===== Provided material
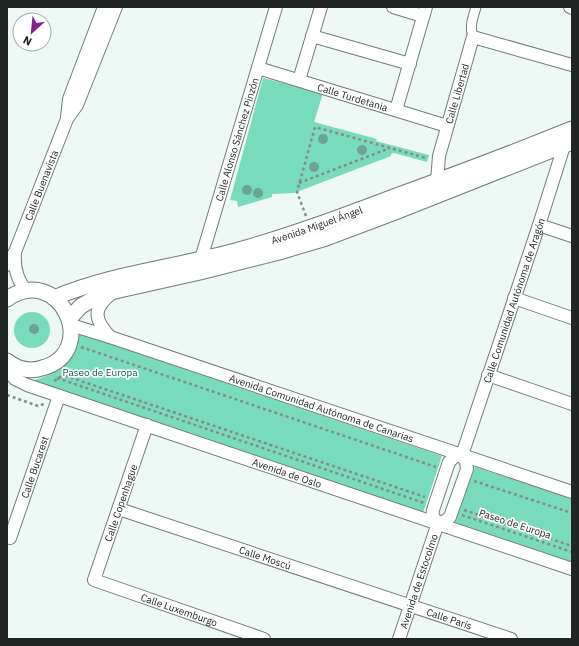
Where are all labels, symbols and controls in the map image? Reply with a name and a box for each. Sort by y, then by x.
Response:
north arrow [12,12,52,52]
text: N [21,33,34,49]
street label: Calle Libertad [442,62,472,125]
street label: Calle Alonso Sánchez Pinzón [212,76,261,203]
street label: Calle Turdetania [316,80,390,114]
street label: Calle Buenavista [21,147,61,222]
street label: Avenida Miguel Ángel [269,203,364,247]
street label: Calle Comunidad Autónoma de Aragón [480,216,547,385]
park label: Paseo de Europa [62,366,138,379]
street label: Avenida Comunidad Autónoma de Canarias [228,371,416,445]
street label: Calle Bucarest [18,434,51,500]
street label: Avenida de Oslo [251,455,324,491]
street label: Calle Copenhague [102,462,140,543]
street label: Paseo de Europa [477,506,553,542]
street label: Avenida de Estocolmo [396,532,441,630]
street label: Calle Moscú [237,543,293,572]
street label: Calle Luxemburgo [139,590,220,629]
street label: Calle París [425,605,474,632]

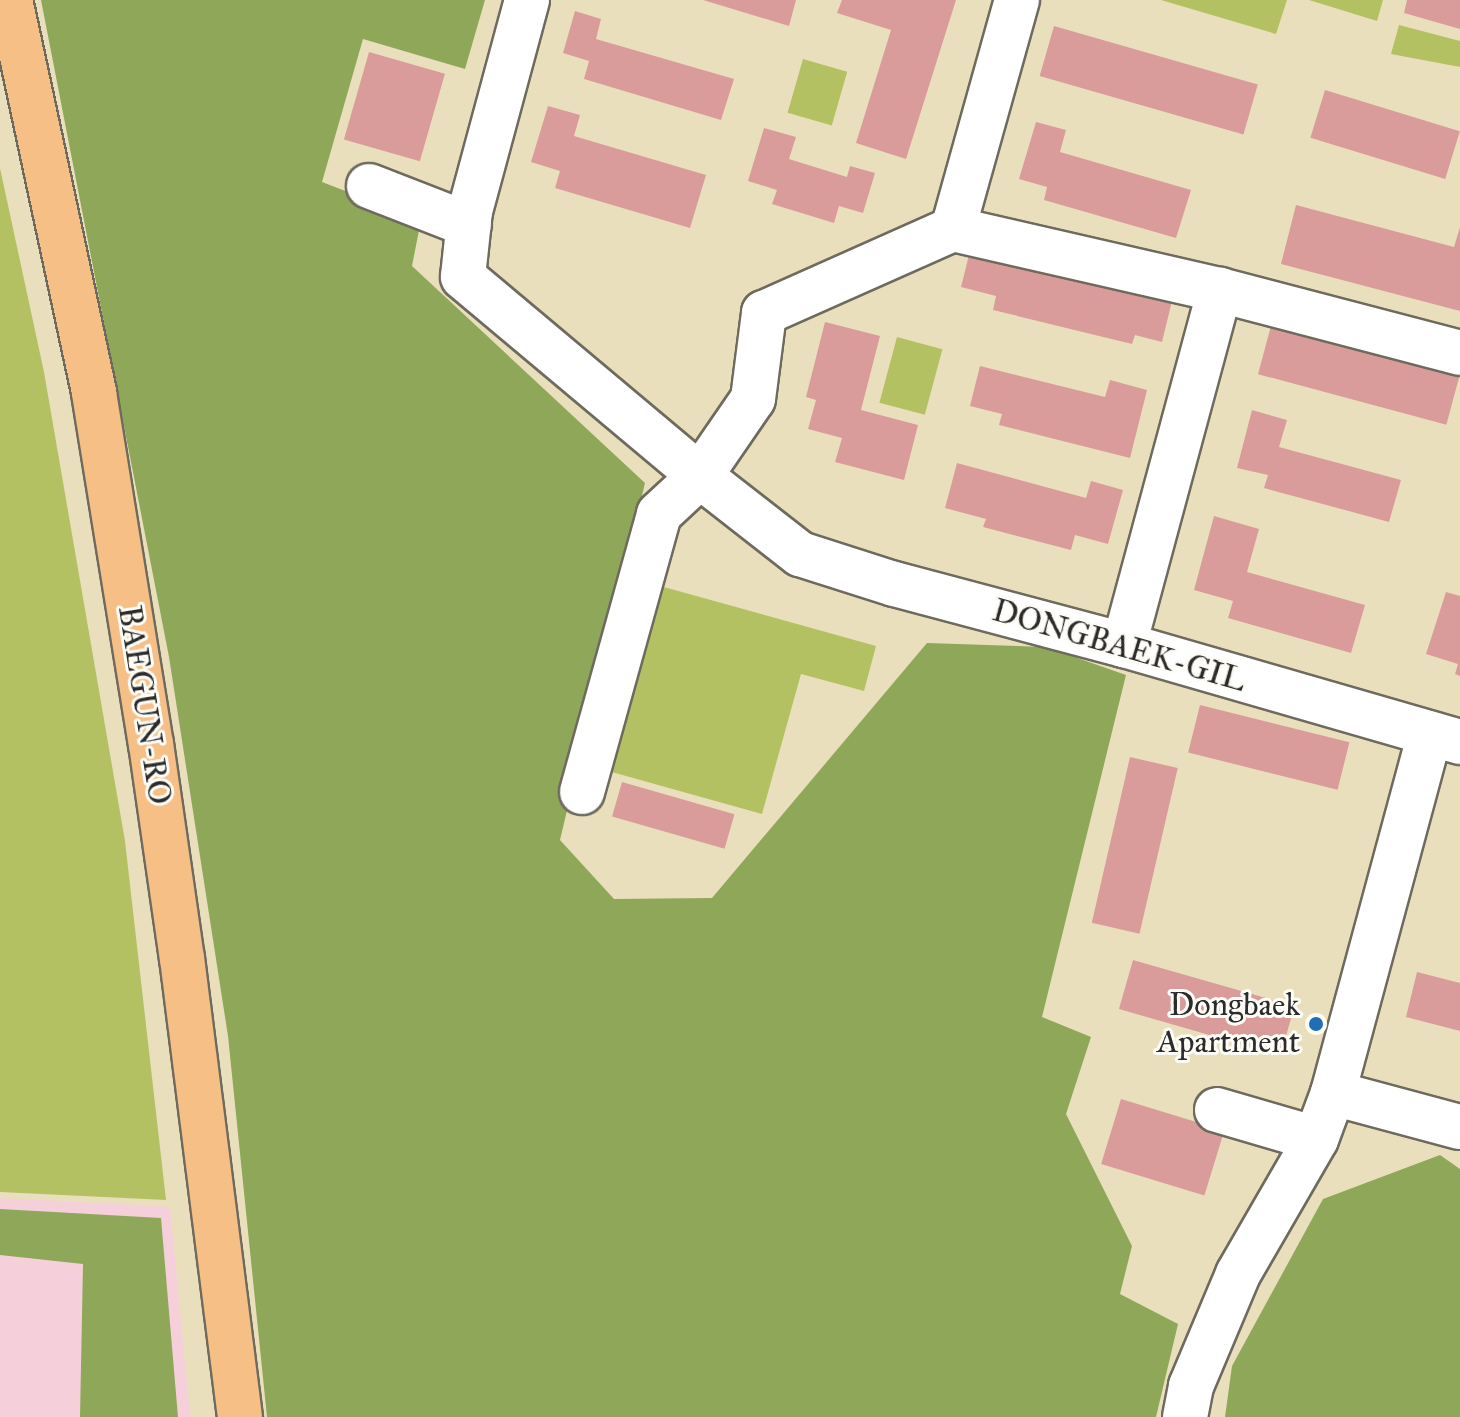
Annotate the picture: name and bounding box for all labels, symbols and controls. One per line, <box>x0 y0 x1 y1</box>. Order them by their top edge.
street label: DONGBAEK-GIL <box>988 591 1250 701</box>
street label: BAEGUN-RO <box>109 603 179 807</box>
place label: Dongbaek Apartment <box>1157 987 1300 1062</box>
marker: Dongbaek Apartment <box>1307 1015 1325 1033</box>

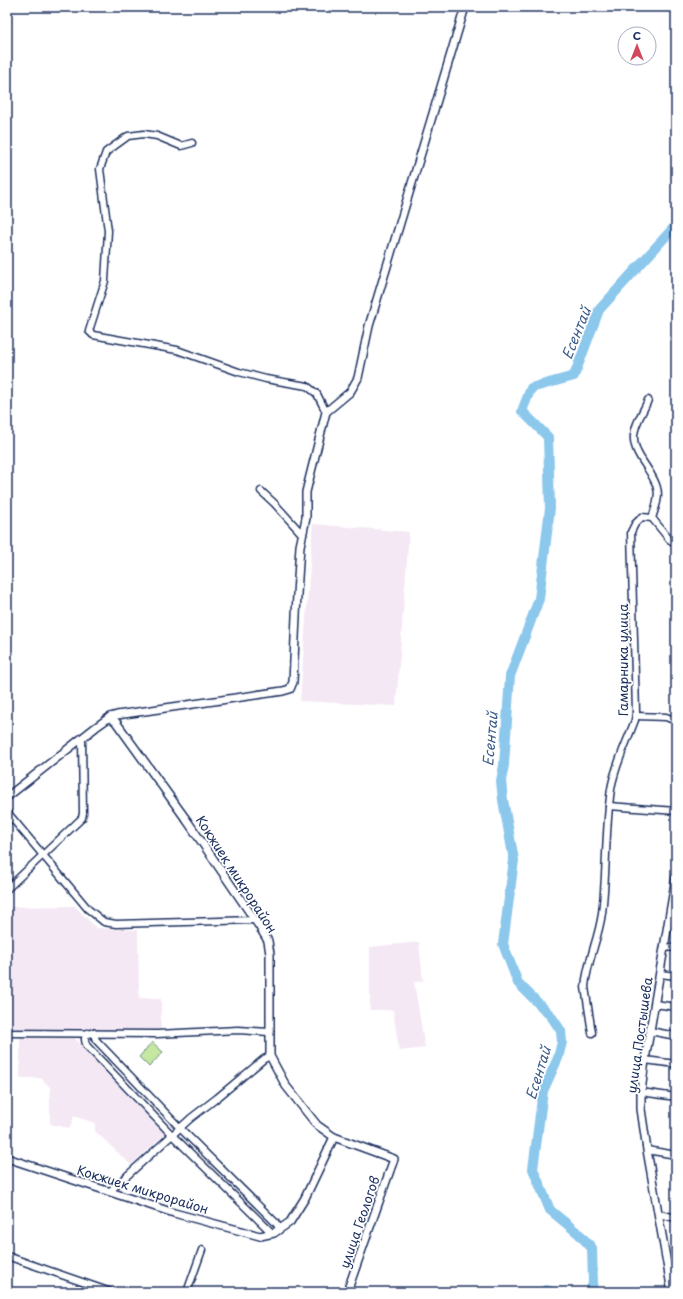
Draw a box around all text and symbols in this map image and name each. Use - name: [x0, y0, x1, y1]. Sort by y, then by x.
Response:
- north arrow: [617, 26, 657, 66]
- text: С: [633, 27, 641, 44]
- water label: Есентай: [556, 302, 597, 362]
- street label: Гамарника улица: [613, 603, 632, 716]
- water label: Есентай: [477, 709, 503, 767]
- street label: Кокжиек микрорайон: [192, 812, 282, 936]
- street label: улица Постышева: [621, 975, 657, 1094]
- water label: Есентай: [520, 1042, 556, 1102]
- street label: Кокжиек микрорайон: [75, 1160, 211, 1218]
- street label: улица Геологов: [334, 1173, 384, 1271]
==========
Exercise goal:
From the first line to the last, set down the records exactly, leaving out images.

Task response:
Where are all labels, symbols and controls in the map image? Reply with a name and a box for each. Sort by y, then by x.
Response:
north arrow [12,12,52,52]
text: N [21,33,34,49]
street label: Calle Libertad [442,62,472,125]
street label: Calle Alonso Sánchez Pinzón [212,76,261,203]
street label: Calle Turdetania [316,80,390,114]
street label: Calle Buenavista [21,147,61,222]
street label: Avenida Miguel Ángel [269,203,364,247]
street label: Calle Comunidad Autónoma de Aragón [480,216,547,385]
park label: Paseo de Europa [62,366,138,379]
street label: Avenida Comunidad Autónoma de Canarias [228,371,416,445]
street label: Calle Bucarest [18,434,51,500]
street label: Avenida de Oslo [251,455,324,491]
street label: Calle Copenhague [102,462,140,543]
street label: Paseo de Europa [477,506,553,542]
street label: Avenida de Estocolmo [396,532,441,630]
street label: Calle Moscú [237,543,293,572]
street label: Calle Luxemburgo [139,590,220,629]
street label: Calle París [425,605,474,632]

Annotate the picture: name and bounding box for all labels, symbols and controls. One per line, <box>x0 y0 x1 y1</box>. Order them by their top edge.
street label: DONGBAEK-GIL <box>988 591 1250 701</box>
street label: BAEGUN-RO <box>109 603 179 807</box>
place label: Dongbaek Apartment <box>1157 987 1300 1062</box>
marker: Dongbaek Apartment <box>1307 1015 1325 1033</box>

Draw a box around all text and symbols in this map image and name each. Use - name: [x0, y0, x1, y1]. Sort by y, then by x.
Response:
- north arrow: [617, 26, 657, 66]
- text: С: [633, 27, 641, 44]
- water label: Есентай: [556, 302, 597, 362]
- street label: Гамарника улица: [613, 603, 632, 716]
- water label: Есентай: [477, 709, 503, 767]
- street label: Кокжиек микрорайон: [192, 812, 282, 936]
- street label: улица Постышева: [621, 975, 657, 1094]
- water label: Есентай: [520, 1042, 556, 1102]
- street label: Кокжиек микрорайон: [75, 1160, 211, 1218]
- street label: улица Геологов: [334, 1173, 384, 1271]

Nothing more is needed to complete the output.